(Stored entries)
--- START ---
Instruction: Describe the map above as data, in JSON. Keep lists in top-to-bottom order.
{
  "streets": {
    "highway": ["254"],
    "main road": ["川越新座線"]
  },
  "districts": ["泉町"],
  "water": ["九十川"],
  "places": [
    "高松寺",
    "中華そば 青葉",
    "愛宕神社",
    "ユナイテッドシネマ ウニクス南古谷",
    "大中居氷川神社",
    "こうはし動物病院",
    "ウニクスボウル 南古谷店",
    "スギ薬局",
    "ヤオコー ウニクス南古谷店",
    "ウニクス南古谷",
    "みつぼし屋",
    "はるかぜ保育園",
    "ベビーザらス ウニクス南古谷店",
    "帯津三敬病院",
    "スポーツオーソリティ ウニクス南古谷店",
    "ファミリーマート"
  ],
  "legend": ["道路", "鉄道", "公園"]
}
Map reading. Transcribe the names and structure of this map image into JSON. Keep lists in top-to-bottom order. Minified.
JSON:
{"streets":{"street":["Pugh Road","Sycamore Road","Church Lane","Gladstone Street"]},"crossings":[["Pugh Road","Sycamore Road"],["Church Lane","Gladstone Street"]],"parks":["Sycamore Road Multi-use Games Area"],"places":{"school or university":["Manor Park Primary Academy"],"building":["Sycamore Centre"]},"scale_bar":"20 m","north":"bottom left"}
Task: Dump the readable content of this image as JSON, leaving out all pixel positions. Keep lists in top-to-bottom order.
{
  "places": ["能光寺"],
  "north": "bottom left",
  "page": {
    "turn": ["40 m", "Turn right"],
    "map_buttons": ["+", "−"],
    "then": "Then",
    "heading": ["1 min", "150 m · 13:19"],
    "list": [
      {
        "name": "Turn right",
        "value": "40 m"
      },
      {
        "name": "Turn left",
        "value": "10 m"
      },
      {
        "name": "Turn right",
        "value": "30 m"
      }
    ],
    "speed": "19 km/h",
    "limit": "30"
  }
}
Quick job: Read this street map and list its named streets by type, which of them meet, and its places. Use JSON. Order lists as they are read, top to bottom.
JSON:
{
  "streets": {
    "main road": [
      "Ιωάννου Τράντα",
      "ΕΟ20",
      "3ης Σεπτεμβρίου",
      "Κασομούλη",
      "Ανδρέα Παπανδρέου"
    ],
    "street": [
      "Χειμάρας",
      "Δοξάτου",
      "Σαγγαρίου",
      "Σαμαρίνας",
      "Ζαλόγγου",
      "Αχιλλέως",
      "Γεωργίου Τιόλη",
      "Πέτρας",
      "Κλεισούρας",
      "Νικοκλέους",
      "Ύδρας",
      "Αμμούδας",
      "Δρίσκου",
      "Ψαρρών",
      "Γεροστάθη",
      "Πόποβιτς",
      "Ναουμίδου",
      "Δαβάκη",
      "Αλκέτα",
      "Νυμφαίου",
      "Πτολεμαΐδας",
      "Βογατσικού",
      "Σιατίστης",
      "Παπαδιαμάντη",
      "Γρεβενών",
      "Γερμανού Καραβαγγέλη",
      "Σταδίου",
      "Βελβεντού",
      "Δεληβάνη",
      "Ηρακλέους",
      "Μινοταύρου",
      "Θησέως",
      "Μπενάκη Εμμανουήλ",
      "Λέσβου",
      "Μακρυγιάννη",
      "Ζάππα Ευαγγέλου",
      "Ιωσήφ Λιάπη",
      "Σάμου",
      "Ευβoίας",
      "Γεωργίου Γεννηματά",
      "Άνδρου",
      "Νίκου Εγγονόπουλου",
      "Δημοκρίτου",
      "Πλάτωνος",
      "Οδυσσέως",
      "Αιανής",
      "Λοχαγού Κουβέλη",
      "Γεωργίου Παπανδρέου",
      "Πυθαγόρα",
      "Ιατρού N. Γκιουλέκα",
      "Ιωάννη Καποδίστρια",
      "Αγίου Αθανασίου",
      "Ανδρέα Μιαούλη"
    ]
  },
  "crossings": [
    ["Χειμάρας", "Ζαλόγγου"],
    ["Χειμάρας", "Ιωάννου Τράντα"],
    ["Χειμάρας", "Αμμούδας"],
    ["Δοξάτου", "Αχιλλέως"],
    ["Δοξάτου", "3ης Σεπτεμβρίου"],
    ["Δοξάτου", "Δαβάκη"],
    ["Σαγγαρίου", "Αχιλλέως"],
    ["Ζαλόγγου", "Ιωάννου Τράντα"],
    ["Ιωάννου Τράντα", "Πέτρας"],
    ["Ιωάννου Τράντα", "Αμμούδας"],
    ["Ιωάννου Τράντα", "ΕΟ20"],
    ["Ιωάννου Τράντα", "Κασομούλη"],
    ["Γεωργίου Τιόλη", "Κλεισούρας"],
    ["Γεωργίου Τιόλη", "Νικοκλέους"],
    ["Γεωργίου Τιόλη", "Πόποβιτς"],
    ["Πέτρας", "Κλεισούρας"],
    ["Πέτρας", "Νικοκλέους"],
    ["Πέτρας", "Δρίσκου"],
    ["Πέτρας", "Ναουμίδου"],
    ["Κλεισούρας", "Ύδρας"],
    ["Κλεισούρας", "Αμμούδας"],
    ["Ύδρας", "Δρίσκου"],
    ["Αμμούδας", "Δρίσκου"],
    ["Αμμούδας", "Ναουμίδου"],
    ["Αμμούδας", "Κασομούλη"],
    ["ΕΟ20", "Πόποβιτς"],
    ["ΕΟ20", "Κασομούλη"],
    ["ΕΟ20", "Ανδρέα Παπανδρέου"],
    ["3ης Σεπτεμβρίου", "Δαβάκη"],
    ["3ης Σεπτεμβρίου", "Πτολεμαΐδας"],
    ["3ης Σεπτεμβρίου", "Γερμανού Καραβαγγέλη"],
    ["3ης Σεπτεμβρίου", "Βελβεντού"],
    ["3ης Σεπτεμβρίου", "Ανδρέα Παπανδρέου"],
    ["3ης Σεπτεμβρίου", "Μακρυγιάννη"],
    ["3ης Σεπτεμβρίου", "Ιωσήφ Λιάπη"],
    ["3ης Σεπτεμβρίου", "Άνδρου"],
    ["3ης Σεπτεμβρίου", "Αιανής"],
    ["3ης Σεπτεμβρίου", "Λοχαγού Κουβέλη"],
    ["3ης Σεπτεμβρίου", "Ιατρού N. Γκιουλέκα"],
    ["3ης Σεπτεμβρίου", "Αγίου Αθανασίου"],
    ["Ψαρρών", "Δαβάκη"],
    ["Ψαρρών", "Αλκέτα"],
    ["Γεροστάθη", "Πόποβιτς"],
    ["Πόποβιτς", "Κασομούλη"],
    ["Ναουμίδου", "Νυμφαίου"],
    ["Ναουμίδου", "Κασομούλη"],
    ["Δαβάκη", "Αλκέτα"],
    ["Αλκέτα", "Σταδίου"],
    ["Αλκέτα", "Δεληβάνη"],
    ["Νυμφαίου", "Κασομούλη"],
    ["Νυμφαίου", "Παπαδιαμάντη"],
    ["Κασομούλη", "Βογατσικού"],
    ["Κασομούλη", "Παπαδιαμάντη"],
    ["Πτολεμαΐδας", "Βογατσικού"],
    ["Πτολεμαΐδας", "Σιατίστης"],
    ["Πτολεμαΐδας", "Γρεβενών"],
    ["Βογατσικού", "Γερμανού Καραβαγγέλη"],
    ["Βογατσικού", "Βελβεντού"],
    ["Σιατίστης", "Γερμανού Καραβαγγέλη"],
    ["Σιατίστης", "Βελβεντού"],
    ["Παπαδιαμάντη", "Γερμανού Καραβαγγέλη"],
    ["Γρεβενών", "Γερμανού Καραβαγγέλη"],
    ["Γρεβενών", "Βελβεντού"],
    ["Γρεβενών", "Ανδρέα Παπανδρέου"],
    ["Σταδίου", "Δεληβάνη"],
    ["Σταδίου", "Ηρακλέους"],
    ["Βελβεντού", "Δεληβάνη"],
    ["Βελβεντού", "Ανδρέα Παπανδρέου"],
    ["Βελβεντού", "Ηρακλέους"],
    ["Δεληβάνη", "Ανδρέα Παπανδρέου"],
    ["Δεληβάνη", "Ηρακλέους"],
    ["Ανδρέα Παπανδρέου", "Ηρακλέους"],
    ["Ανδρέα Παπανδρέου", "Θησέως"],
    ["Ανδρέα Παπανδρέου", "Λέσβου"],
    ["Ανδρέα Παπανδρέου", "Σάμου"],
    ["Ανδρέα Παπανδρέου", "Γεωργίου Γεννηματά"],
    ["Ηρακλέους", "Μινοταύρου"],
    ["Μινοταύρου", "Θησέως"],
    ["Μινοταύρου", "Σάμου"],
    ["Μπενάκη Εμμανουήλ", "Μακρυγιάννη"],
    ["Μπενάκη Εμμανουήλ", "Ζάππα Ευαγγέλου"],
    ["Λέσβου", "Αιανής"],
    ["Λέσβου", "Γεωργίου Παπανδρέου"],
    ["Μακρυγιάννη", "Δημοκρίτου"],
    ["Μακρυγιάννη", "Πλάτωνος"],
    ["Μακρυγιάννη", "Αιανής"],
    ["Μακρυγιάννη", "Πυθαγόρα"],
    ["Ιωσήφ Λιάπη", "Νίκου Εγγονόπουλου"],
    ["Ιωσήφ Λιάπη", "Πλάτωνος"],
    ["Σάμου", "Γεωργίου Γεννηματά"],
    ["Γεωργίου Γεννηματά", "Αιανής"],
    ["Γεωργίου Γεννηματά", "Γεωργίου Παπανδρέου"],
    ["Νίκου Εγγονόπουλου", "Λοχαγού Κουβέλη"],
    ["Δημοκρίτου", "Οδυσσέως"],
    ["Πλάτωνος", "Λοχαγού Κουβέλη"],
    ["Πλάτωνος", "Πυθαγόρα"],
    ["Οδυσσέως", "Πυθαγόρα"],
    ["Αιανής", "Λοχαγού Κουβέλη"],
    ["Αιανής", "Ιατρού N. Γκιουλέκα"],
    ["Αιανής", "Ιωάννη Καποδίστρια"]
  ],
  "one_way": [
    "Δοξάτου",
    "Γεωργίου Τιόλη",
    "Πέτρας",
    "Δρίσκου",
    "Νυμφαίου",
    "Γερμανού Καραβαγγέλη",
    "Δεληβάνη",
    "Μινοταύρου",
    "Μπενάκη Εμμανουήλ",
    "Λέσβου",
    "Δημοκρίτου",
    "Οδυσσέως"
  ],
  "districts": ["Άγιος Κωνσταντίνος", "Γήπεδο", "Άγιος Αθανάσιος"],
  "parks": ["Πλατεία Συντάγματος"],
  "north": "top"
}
--- END ---
YOUR ASSIGNMENT - The answer must consist solely of the lines from the first line of the data to the line holding "Map reading. Transcribe", each given again exactly.

ANSWER SPACE -
Instruction: Describe the map above as data, in JSON. Keep lists in top-to-bottom order.
{
  "streets": {
    "highway": ["254"],
    "main road": ["川越新座線"]
  },
  "districts": ["泉町"],
  "water": ["九十川"],
  "places": [
    "高松寺",
    "中華そば 青葉",
    "愛宕神社",
    "ユナイテッドシネマ ウニクス南古谷",
    "大中居氷川神社",
    "こうはし動物病院",
    "ウニクスボウル 南古谷店",
    "スギ薬局",
    "ヤオコー ウニクス南古谷店",
    "ウニクス南古谷",
    "みつぼし屋",
    "はるかぜ保育園",
    "ベビーザらス ウニクス南古谷店",
    "帯津三敬病院",
    "スポーツオーソリティ ウニクス南古谷店",
    "ファミリーマート"
  ],
  "legend": ["道路", "鉄道", "公園"]
}
Map reading. Transcribe the names and structure of this map image into JSON. Keep lists in top-to-bottom order. Minified.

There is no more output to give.